---- Listed entries

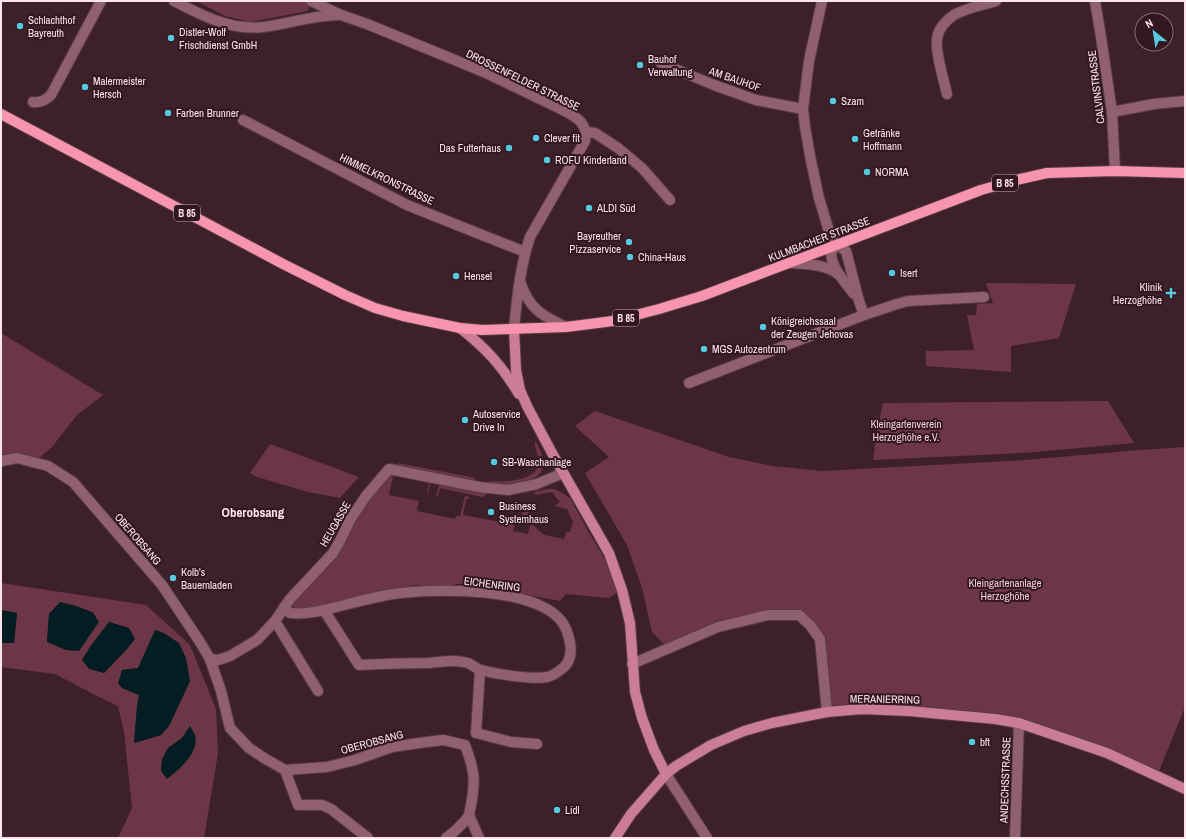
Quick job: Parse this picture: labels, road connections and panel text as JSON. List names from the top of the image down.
{
  "streets": {
    "main road": ["B 85", "KULMBACHER STRASSE"],
    "street": [
      "AM BAUHOF",
      "DROSSENFELDER STRASSE",
      "CALVINSTRASSE",
      "HIMMELKRONSTRASSE",
      "HEUGASSE",
      "OBEROBSANG",
      "EICHENRING",
      "MERANIERRING",
      "ANDECHSSTRASSE"
    ]
  },
  "crossings": [
    ["CALVINSTRASSE", "KULMBACHER STRASSE"],
    ["B 85", "KULMBACHER STRASSE"],
    ["HEUGASSE", "EICHENRING"],
    ["MERANIERRING", "ANDECHSSTRASSE"]
  ],
  "districts": ["Oberobsang"],
  "parks": ["Kleingartenverein Herzoghöhe e.V.", "Kleingartenanlage Herzoghöhe"],
  "places": {
    "other": [
      "Schlachthof Bayreuth",
      "Distler-Wolf Frischdienst GmbH",
      "Bauhof Verwaltung",
      "Malermeister Hersch",
      "Szam",
      "Farben Brunner",
      "Clever fit",
      "Getränke Hoffmann",
      "Das Futterhaus",
      "ROFU Kinderland",
      "NORMA",
      "ALDI Süd",
      "Bayreuther Pizzaservice",
      "China-Haus",
      "Isert",
      "Hensel",
      "Königreichssaal der Zeugen Jehovas",
      "MGS Autozentrum",
      "Autoservice Drive In",
      "SB-Waschanlage",
      "Business Systemhaus",
      "Kolb's Bauernladen",
      "bft",
      "Lidl"
    ],
    "health": ["Klinik Herzoghöhe"]
  },
  "north": "top left"
}
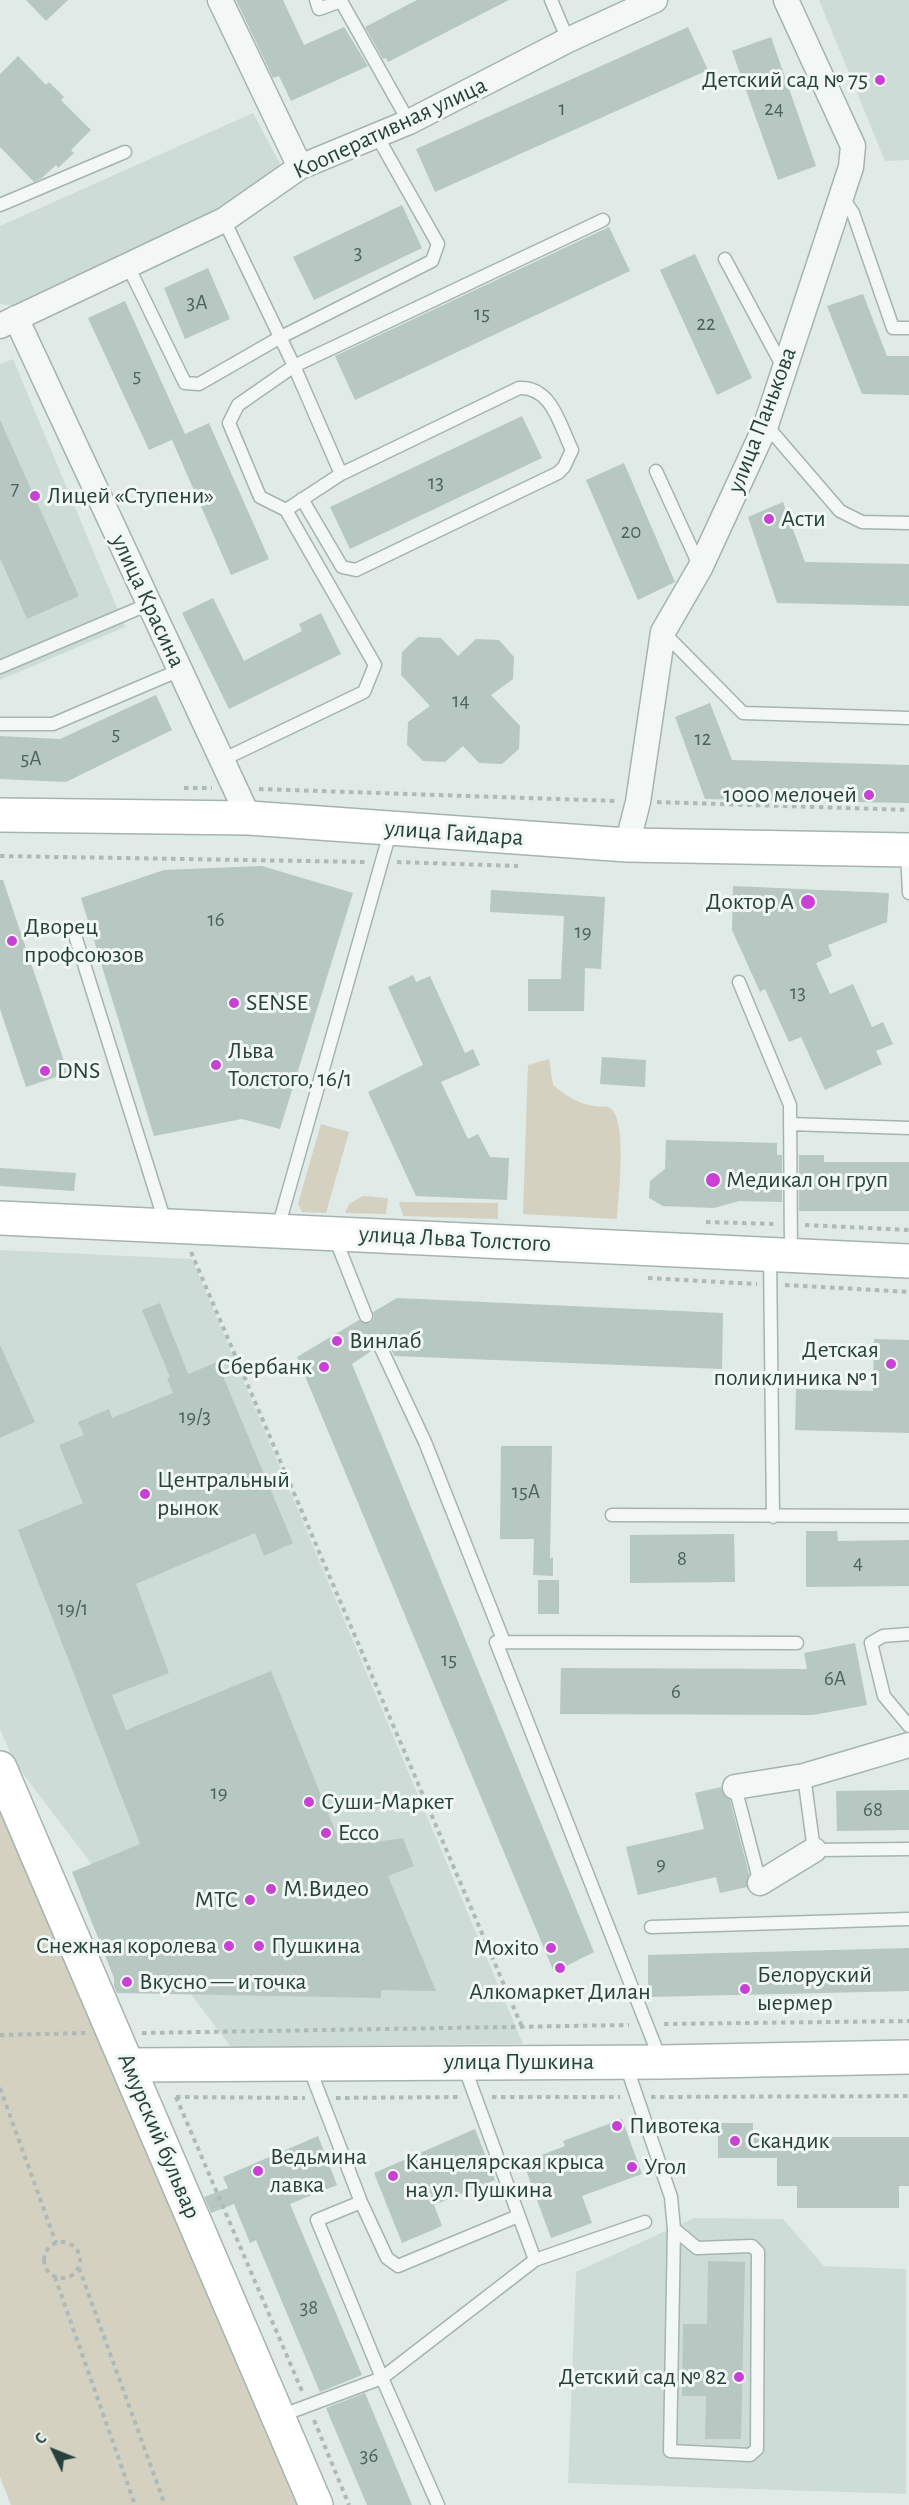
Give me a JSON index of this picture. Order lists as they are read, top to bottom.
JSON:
{
  "streets": {
    "street": [
      "Кооперативная улица",
      "улица Панькова",
      "улица Красина",
      "улица Гайдара",
      "улица Льва Толстого",
      "улица Пушкина",
      "Амурский бульвар"
    ]
  },
  "crossings": [
    ["Кооперативная улица", "улица Красина"],
    ["улица Панькова", "улица Гайдара"],
    ["улица Красина", "улица Гайдара"],
    ["улица Пушкина", "Амурский бульвар"]
  ],
  "places": [
    "Детский сад № 75",
    "Лицей «Ступени»",
    "Асти",
    "1000 мелочей",
    "Доктор А",
    "Дворец профсоюзов",
    "SENSE",
    "Льва Толстого, 16/1",
    "DNS",
    "Медикал он груп",
    "Винлаб",
    "Детская поликлиника № 1",
    "Сбербанк",
    "Центральный рынок",
    "Суши-Маркет",
    "Ecco",
    "М.Видео",
    "МТС",
    "Снежная королева",
    "Пушкина",
    "Moxito",
    "Алкомаркет Дилан",
    "Вкусно — и точка",
    "Белоруский ыермер",
    "Пивотека",
    "Скандик",
    "Угол",
    "Ведьмина лавка",
    "Канцелярская крыса на ул. Пушкина",
    "Детский сад № 82"
  ],
  "house_numbers": [
    "1",
    "24",
    "3",
    "3А",
    "15",
    "22",
    "5",
    "13",
    "7",
    "20",
    "14",
    "5",
    "12",
    "5А",
    "16",
    "19",
    "13",
    "19/3",
    "15А",
    "8",
    "4",
    "19/1",
    "15",
    "6А",
    "6",
    "19",
    "68",
    "9",
    "38",
    "36"
  ],
  "north": "top left"
}
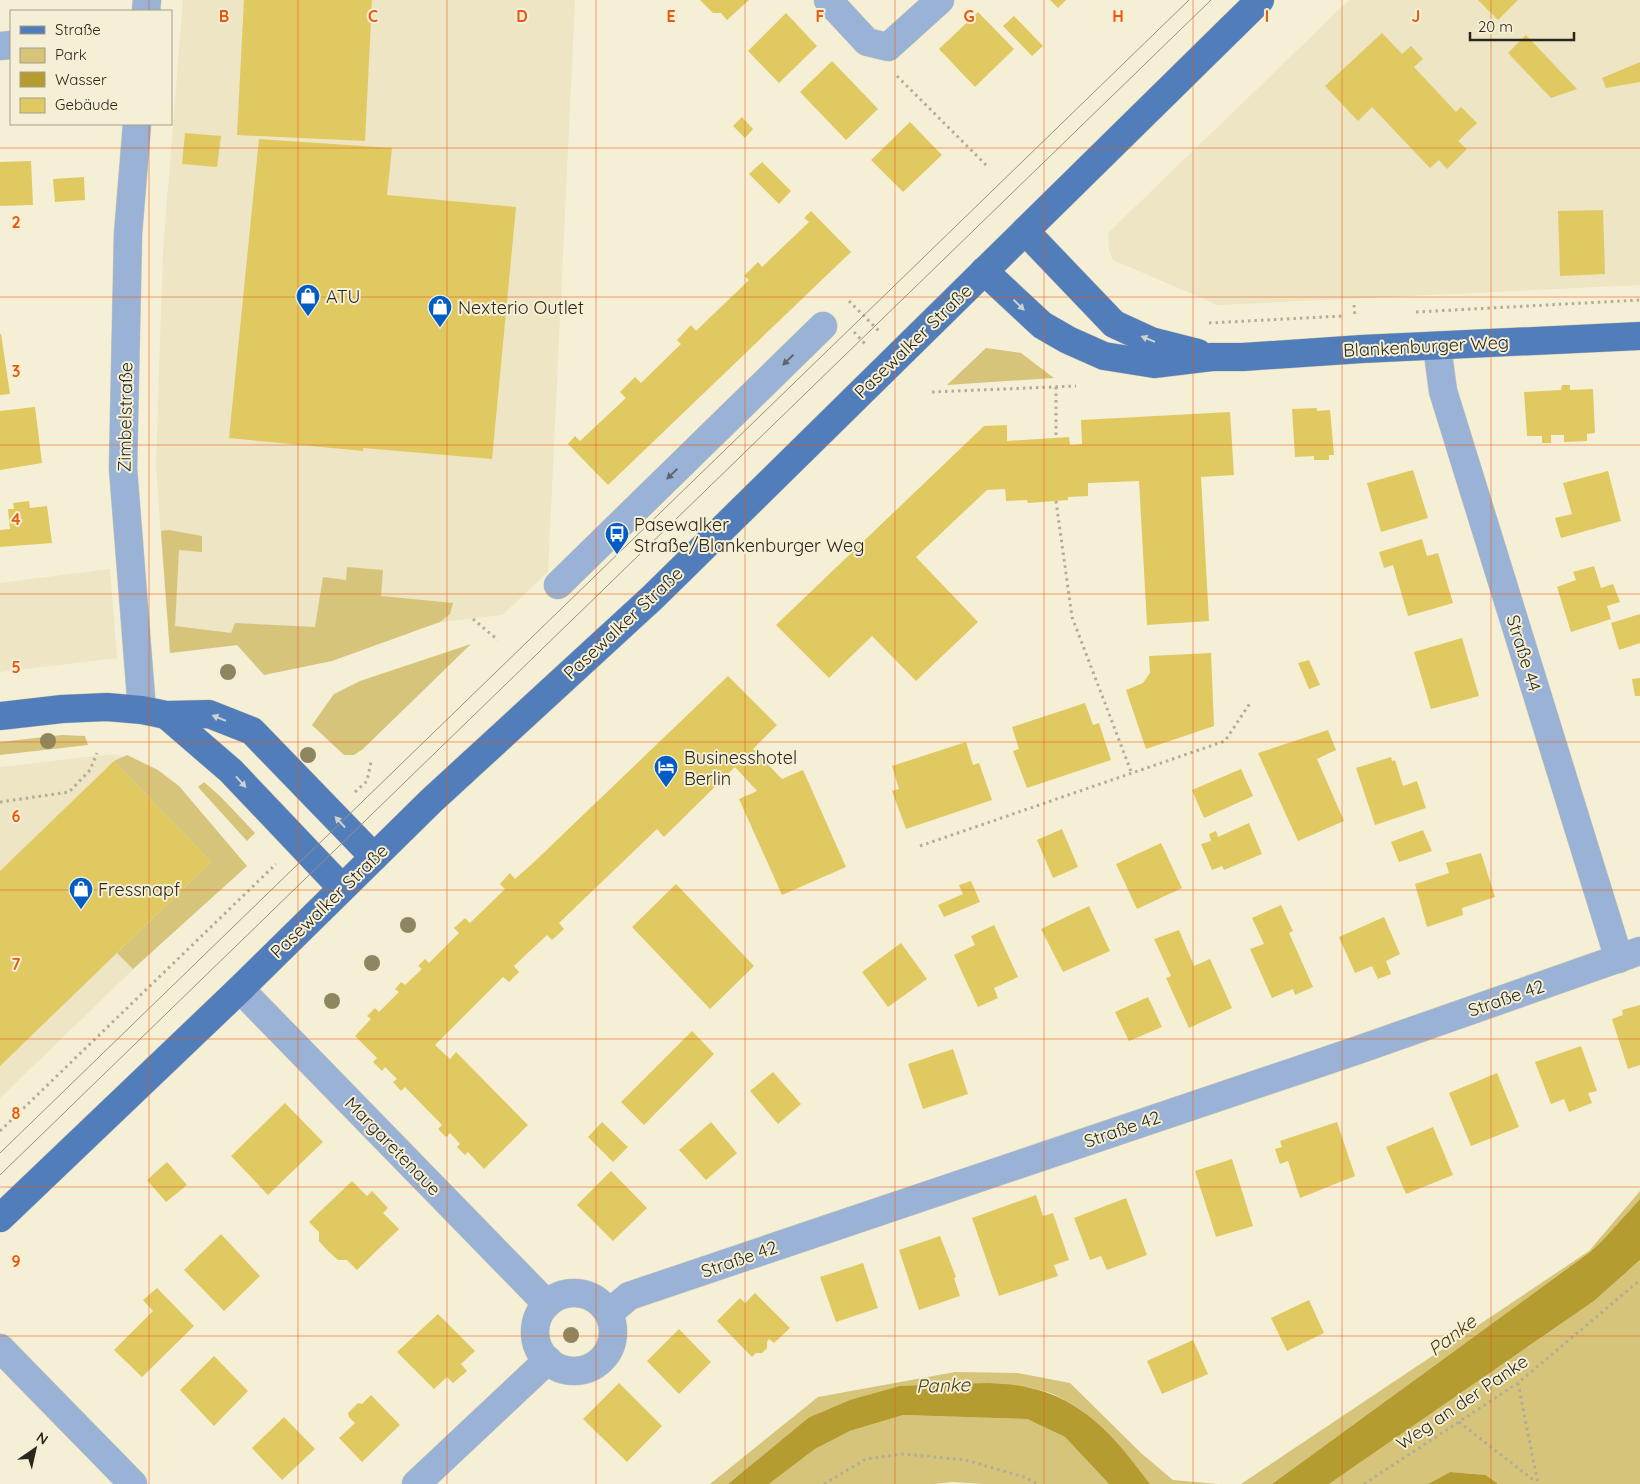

--------

> What needs to be done:
Exactly retype each record above, dropping images.

> Problem solution:
Quick job: Parse this picture: labels, road connections and panel text as JSON. List names from the top of the image down.
{
  "streets": {
    "main road": ["B 85", "KULMBACHER STRASSE"],
    "street": [
      "AM BAUHOF",
      "DROSSENFELDER STRASSE",
      "CALVINSTRASSE",
      "HIMMELKRONSTRASSE",
      "HEUGASSE",
      "OBEROBSANG",
      "EICHENRING",
      "MERANIERRING",
      "ANDECHSSTRASSE"
    ]
  },
  "crossings": [
    ["CALVINSTRASSE", "KULMBACHER STRASSE"],
    ["B 85", "KULMBACHER STRASSE"],
    ["HEUGASSE", "EICHENRING"],
    ["MERANIERRING", "ANDECHSSTRASSE"]
  ],
  "districts": ["Oberobsang"],
  "parks": ["Kleingartenverein Herzoghöhe e.V.", "Kleingartenanlage Herzoghöhe"],
  "places": {
    "other": [
      "Schlachthof Bayreuth",
      "Distler-Wolf Frischdienst GmbH",
      "Bauhof Verwaltung",
      "Malermeister Hersch",
      "Szam",
      "Farben Brunner",
      "Clever fit",
      "Getränke Hoffmann",
      "Das Futterhaus",
      "ROFU Kinderland",
      "NORMA",
      "ALDI Süd",
      "Bayreuther Pizzaservice",
      "China-Haus",
      "Isert",
      "Hensel",
      "Königreichssaal der Zeugen Jehovas",
      "MGS Autozentrum",
      "Autoservice Drive In",
      "SB-Waschanlage",
      "Business Systemhaus",
      "Kolb's Bauernladen",
      "bft",
      "Lidl"
    ],
    "health": ["Klinik Herzoghöhe"]
  },
  "north": "top left"
}
Give me a JSON index of this picture. Order lists as they are read, top to bottom.
JSON:
{
  "streets": {
    "street": [
      "Кооперативная улица",
      "улица Панькова",
      "улица Красина",
      "улица Гайдара",
      "улица Льва Толстого",
      "улица Пушкина",
      "Амурский бульвар"
    ]
  },
  "crossings": [
    ["Кооперативная улица", "улица Красина"],
    ["улица Панькова", "улица Гайдара"],
    ["улица Красина", "улица Гайдара"],
    ["улица Пушкина", "Амурский бульвар"]
  ],
  "places": [
    "Детский сад № 75",
    "Лицей «Ступени»",
    "Асти",
    "1000 мелочей",
    "Доктор А",
    "Дворец профсоюзов",
    "SENSE",
    "Льва Толстого, 16/1",
    "DNS",
    "Медикал он груп",
    "Винлаб",
    "Детская поликлиника № 1",
    "Сбербанк",
    "Центральный рынок",
    "Суши-Маркет",
    "Ecco",
    "М.Видео",
    "МТС",
    "Снежная королева",
    "Пушкина",
    "Moxito",
    "Алкомаркет Дилан",
    "Вкусно — и точка",
    "Белоруский ыермер",
    "Пивотека",
    "Скандик",
    "Угол",
    "Ведьмина лавка",
    "Канцелярская крыса на ул. Пушкина",
    "Детский сад № 82"
  ],
  "house_numbers": [
    "1",
    "24",
    "3",
    "3А",
    "15",
    "22",
    "5",
    "13",
    "7",
    "20",
    "14",
    "5",
    "12",
    "5А",
    "16",
    "19",
    "13",
    "19/3",
    "15А",
    "8",
    "4",
    "19/1",
    "15",
    "6А",
    "6",
    "19",
    "68",
    "9",
    "38",
    "36"
  ],
  "north": "top left"
}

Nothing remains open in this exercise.